The work done by search engines is computationally intensive. Fortunately, search engines can benefit from request-level parallelism. The application is essentially stateless thus requires little synchronization. This allows the system to process requests independently by allocating the work to different servers.

The paper highlighted two basic insights:

  • Provide reliability in software rather than in server-class hardware.
  • Tailor the design for best aggregate request throughput, not peak server response time, since we can manage response times by parallelizing individual requests.

The following general strategy is used in many places in the architecture. This strategy is well-known now.

  • randomly distributing data/documents into smaller shards
  • having multiple server replicas responsible for handling each shard
  • routing requests through a load balancer
  • providing reliability at software level, by replicating services across many different machines and automatically detecting and handling failures

Serving a Google Query

  1. When a user enters a query to Google, the user’s browser first performs a domain name system (DNS) lookup to map www.google.com to a particular IP address.
  • In this step, a DNS-based load-balancing system selects a cluster by accounting for the user’s geographic proximity to each physical cluster.

2. The user’s browser then sends a HTTP request to one of the clusters, and thereafter, the processing of that query is entirely local to that cluster.

  • Query execution consists of two major phases:
  1. The index servers consult an inverted index that maps each query word to a matching list of documents. The index servers then determine a set of relevant documents by intersecting the hit lists of the individual query words, and they compute a relevance score for each document. This relevance score determines the order of results on the output page.
  2. The first step produces an ordered list of document identifiers. The second phase involves taking this list of doc Ids and computing the actual title and uniform resource locator of these documents, along with a query specific document summary.

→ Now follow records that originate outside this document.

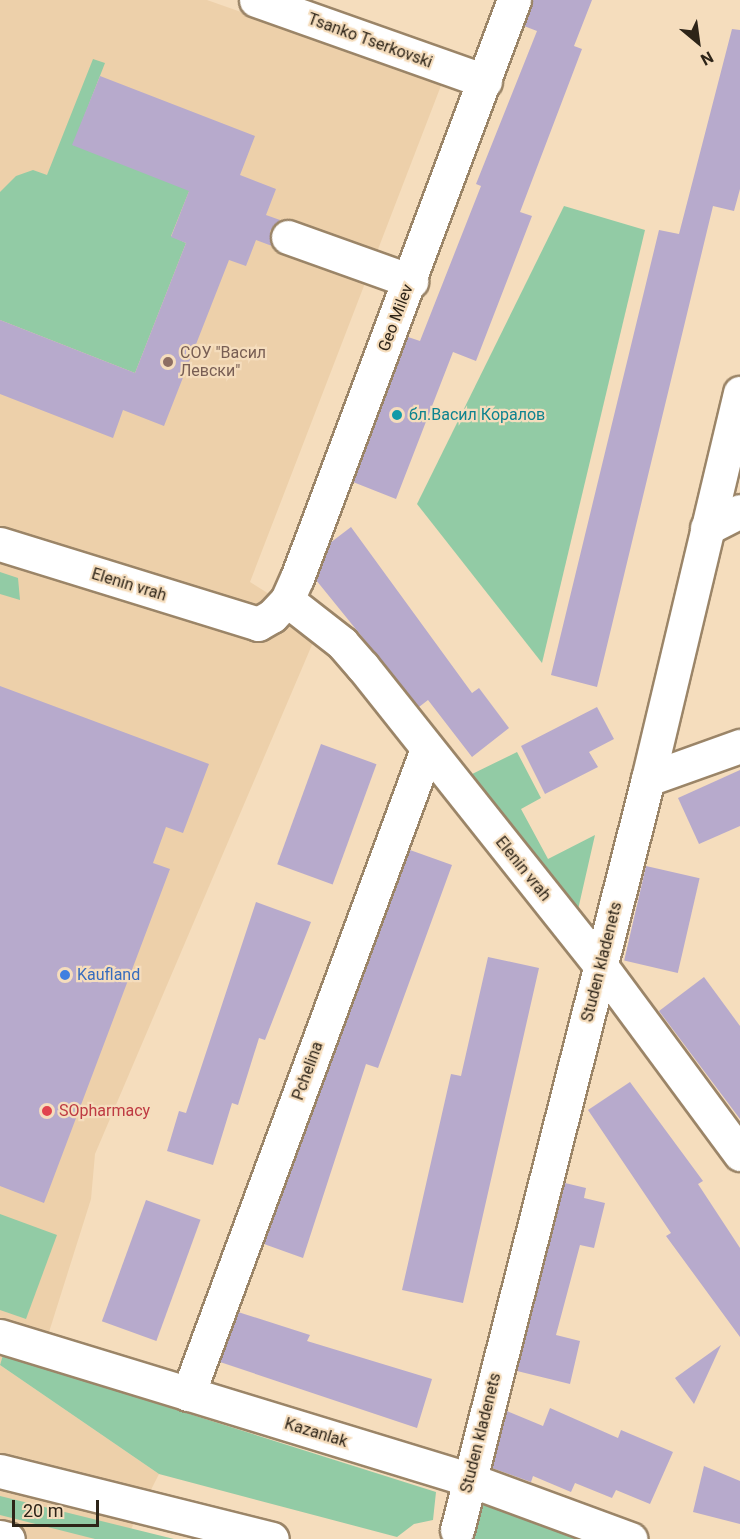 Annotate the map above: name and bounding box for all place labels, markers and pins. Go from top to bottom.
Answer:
place label: СОУ "Васил Левски" [180,343,266,381]
marker: СОУ "Васил Левски" [161,355,175,369]
place label: бл.Васил Коралов [409,405,545,425]
marker: бл.Васил Коралов [390,408,404,422]
place label: Kaufland [77,965,140,985]
marker: Kaufland [58,968,72,982]
place label: SOpharmacy [59,1101,150,1121]
marker: SOpharmacy [40,1104,54,1118] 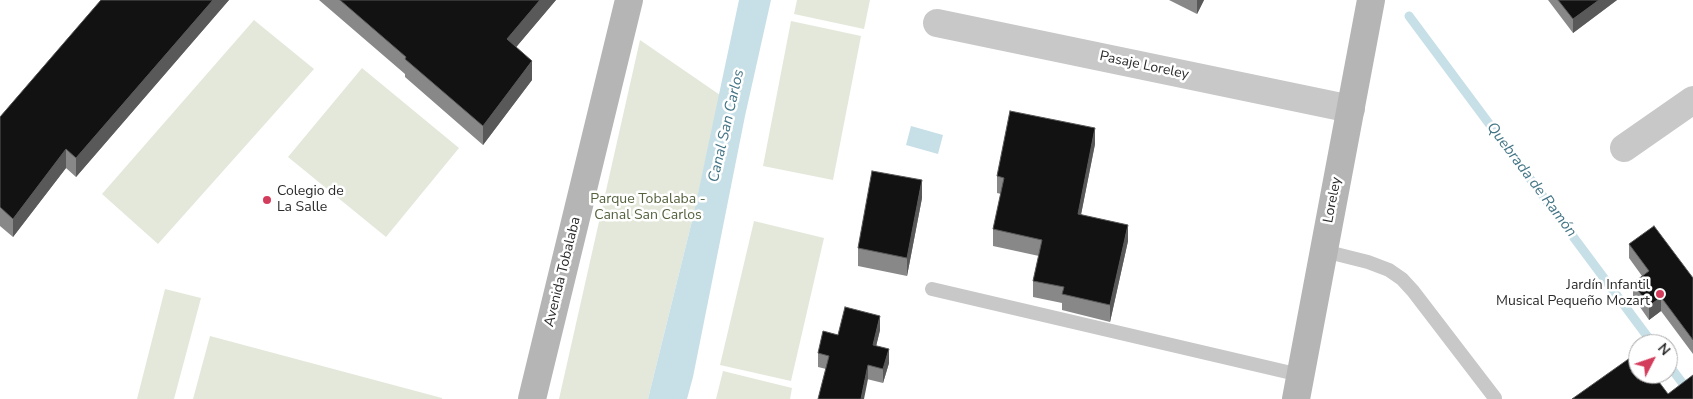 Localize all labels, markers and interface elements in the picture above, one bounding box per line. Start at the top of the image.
street label: Pasaje Loreley [1098,48,1190,84]
water label: Canal San Carlos [705,68,749,184]
water label: Quebrada de Ramón [1482,119,1580,241]
street label: Loreley [1320,176,1346,224]
place label: Colegio de La Salle [277,184,344,216]
park label: Parque Tobalaba - Canal San Carlos [590,192,706,224]
marker: Colegio de La Salle [261,194,273,206]
street label: Avenida Tobalaba [541,215,585,329]
place label: Jardín Infantil Musical Pequeño Mozart [1496,278,1650,310]
marker: Jardín Infantil Musical Pequeño Mozart [1654,288,1666,300]
north arrow [1628,334,1678,384]
text: N [1653,339,1675,360] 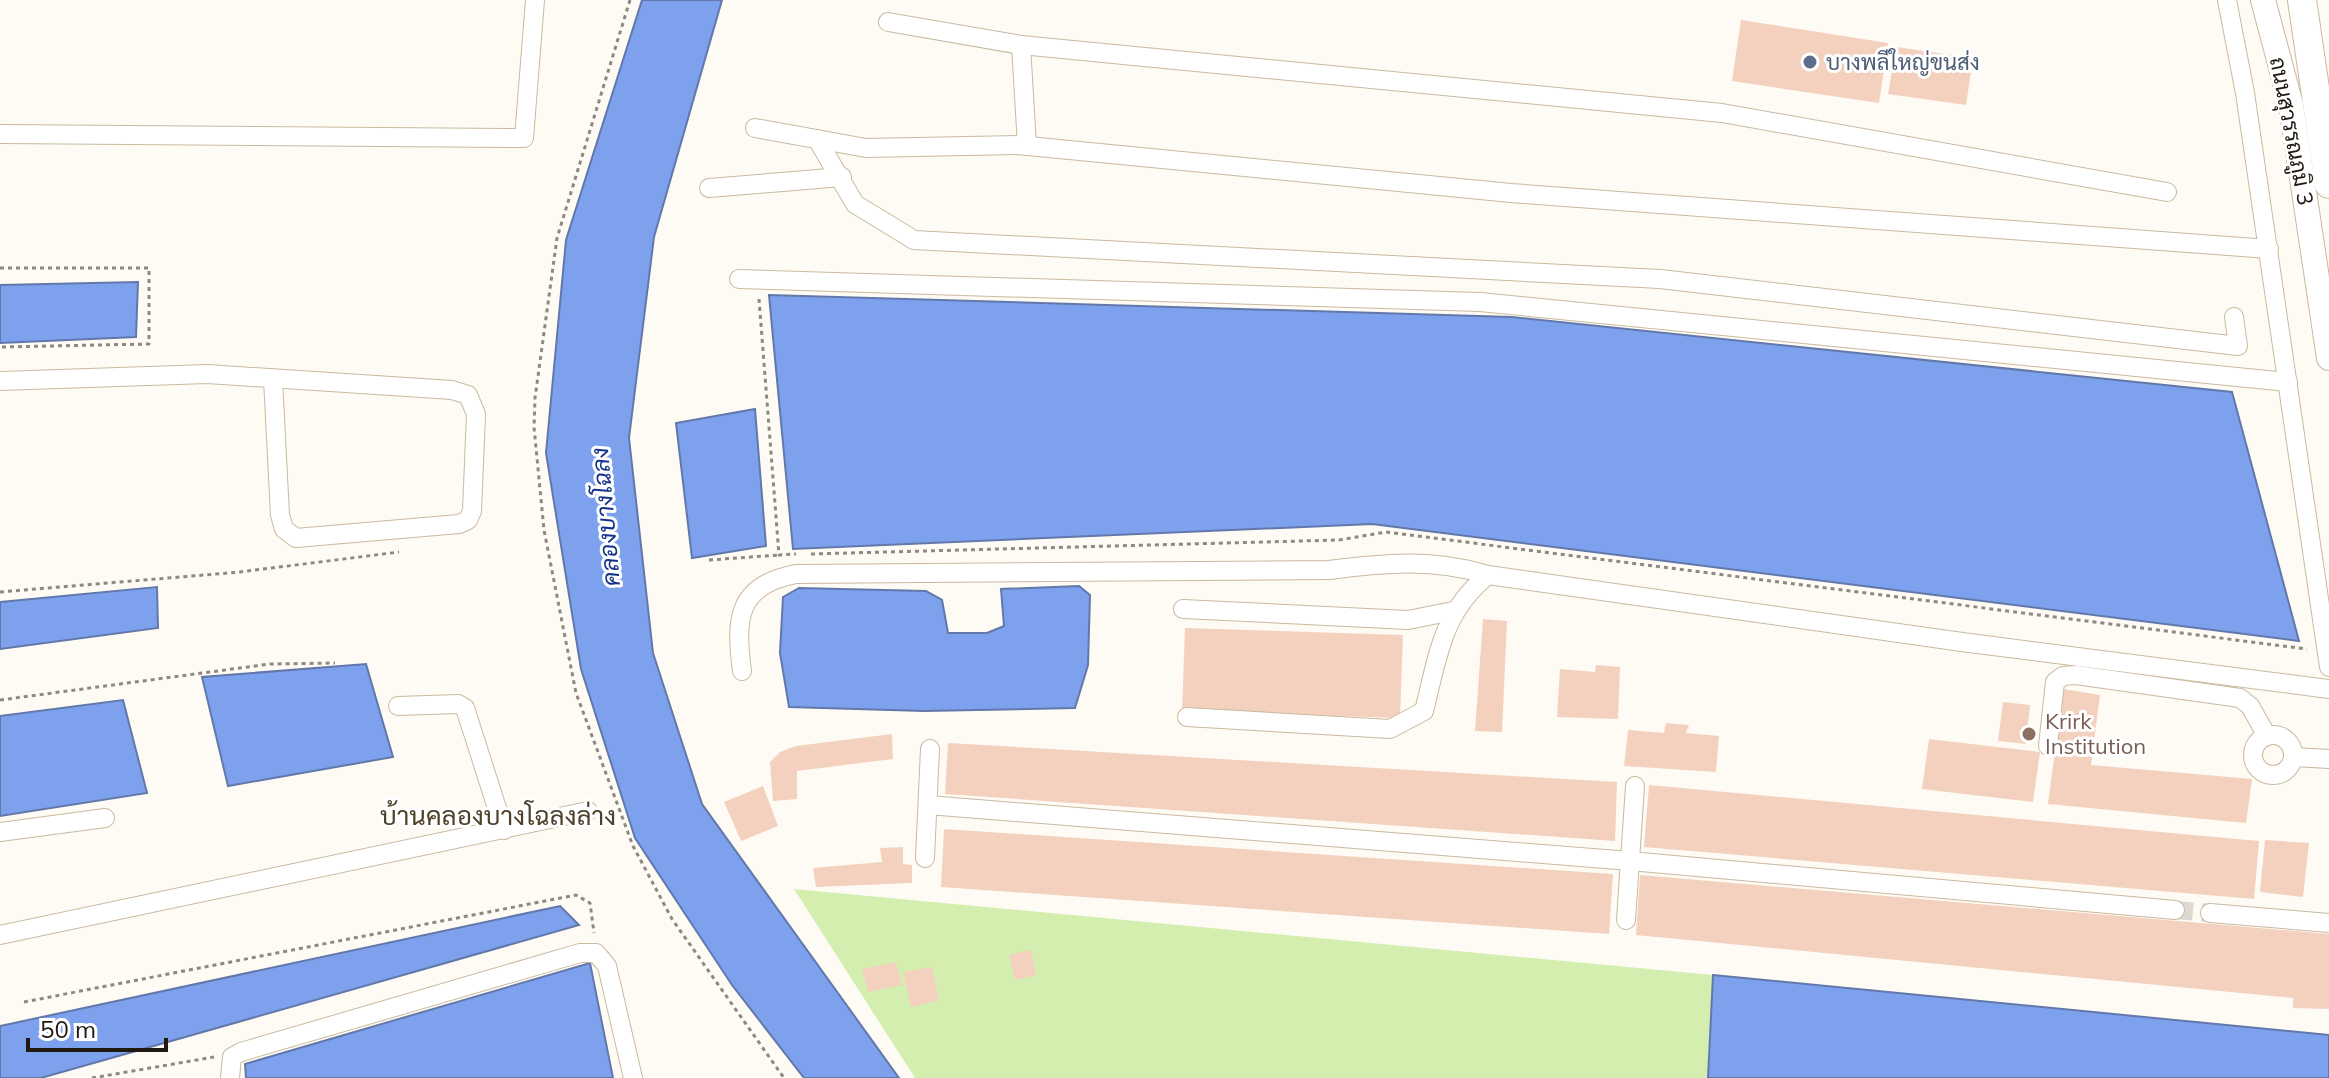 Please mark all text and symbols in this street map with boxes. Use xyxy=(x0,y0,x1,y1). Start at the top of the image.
place label: บางพลีใหญ่ขนส่ง xyxy=(1826,48,1980,76)
marker: บางพลีใหญ่ขนส่ง xyxy=(1801,53,1819,71)
street label: ถนนสุวรรณภูมิ 3 xyxy=(2262,54,2320,208)
water label: คลองบางโฉลง xyxy=(584,446,626,588)
place label: Krirk Institution xyxy=(2045,707,2146,760)
marker: Krirk Institution xyxy=(2020,725,2038,743)
district label: บ้านคลองบางโฉลงล่าง xyxy=(380,799,616,832)
scale bar xyxy=(28,1002,166,1052)
text: 50 m xyxy=(40,1014,96,1044) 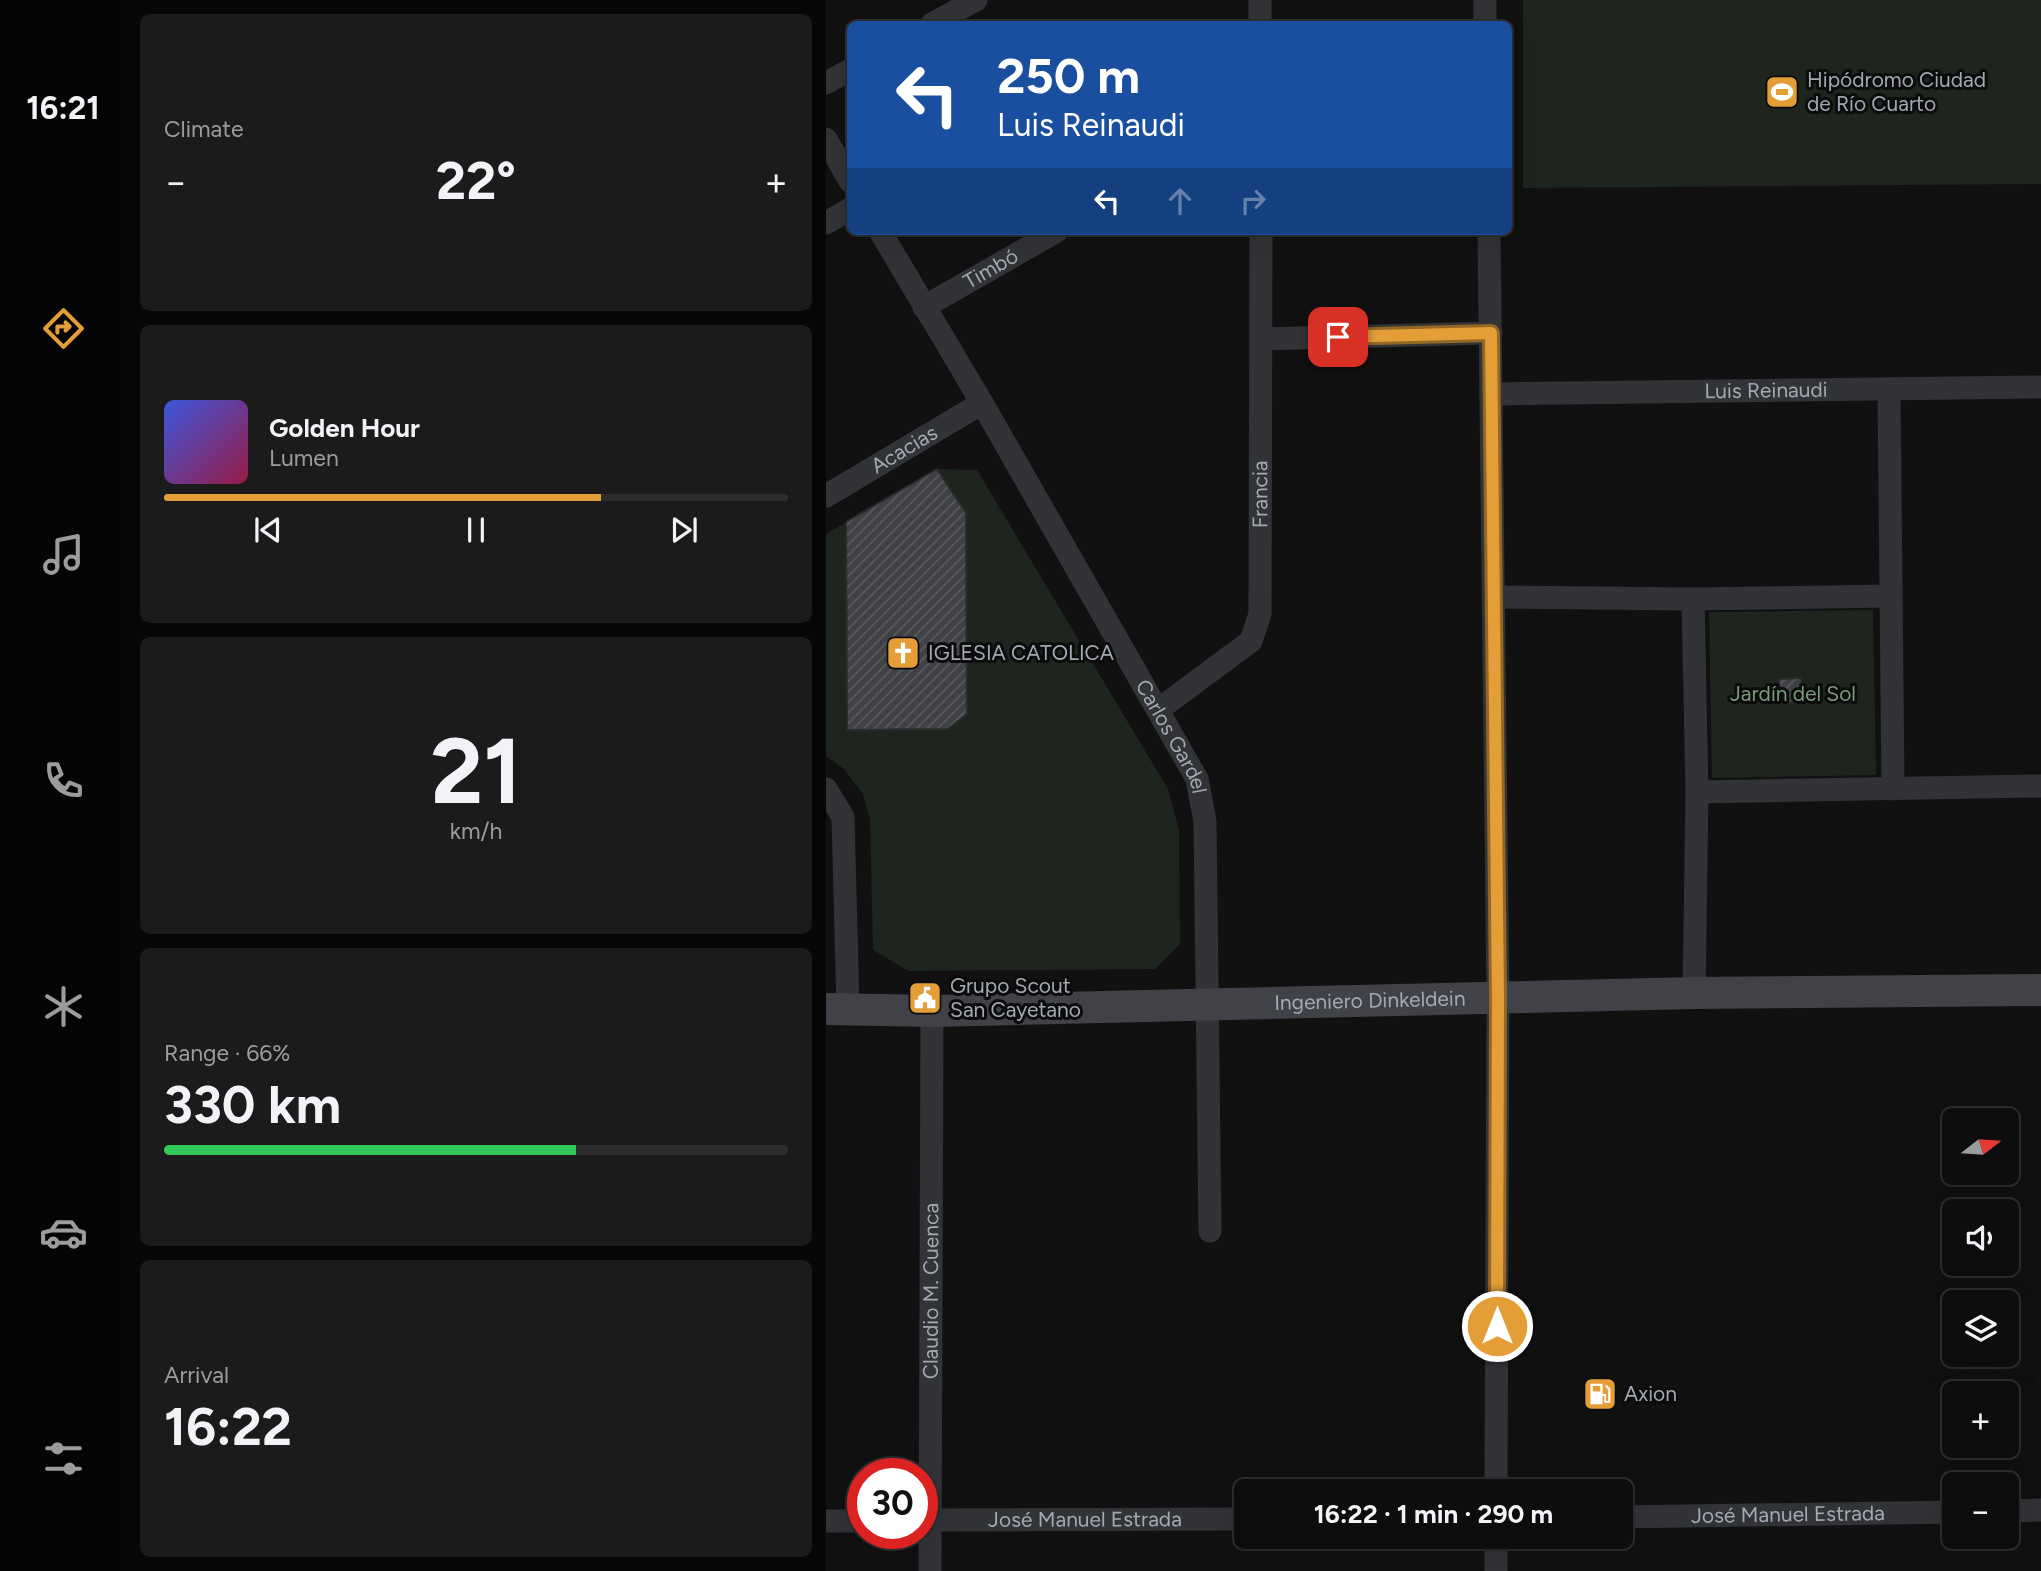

Document servers handle this job, fetching each document from disk to extract the title and the keyword-in-context snippet.
  • When all phases are complete, a Google web server generates the appropriate HTML for the output page and returns it to the user’s browser.

This process also follows a general pattern: split, process and combine.

Overall Architecture

There are three main components in this architecture

The main activity in the index server consists of

  • decoding compressed information in the inverted index, and
  • finding matches against a set of documents that could satisfy a query.

The main activity in the document servers is fetching documents from disk.

Note that index servers typically have less disk space than document servers because the former have a more CPU-intensive workload.

Index Related Architecture

The overall index is partitioned so that a single query can use multiple processors. Index is divided into multiple shards and each shard has a pool of machines as the support. A request will be routed to one of the machines in the pool.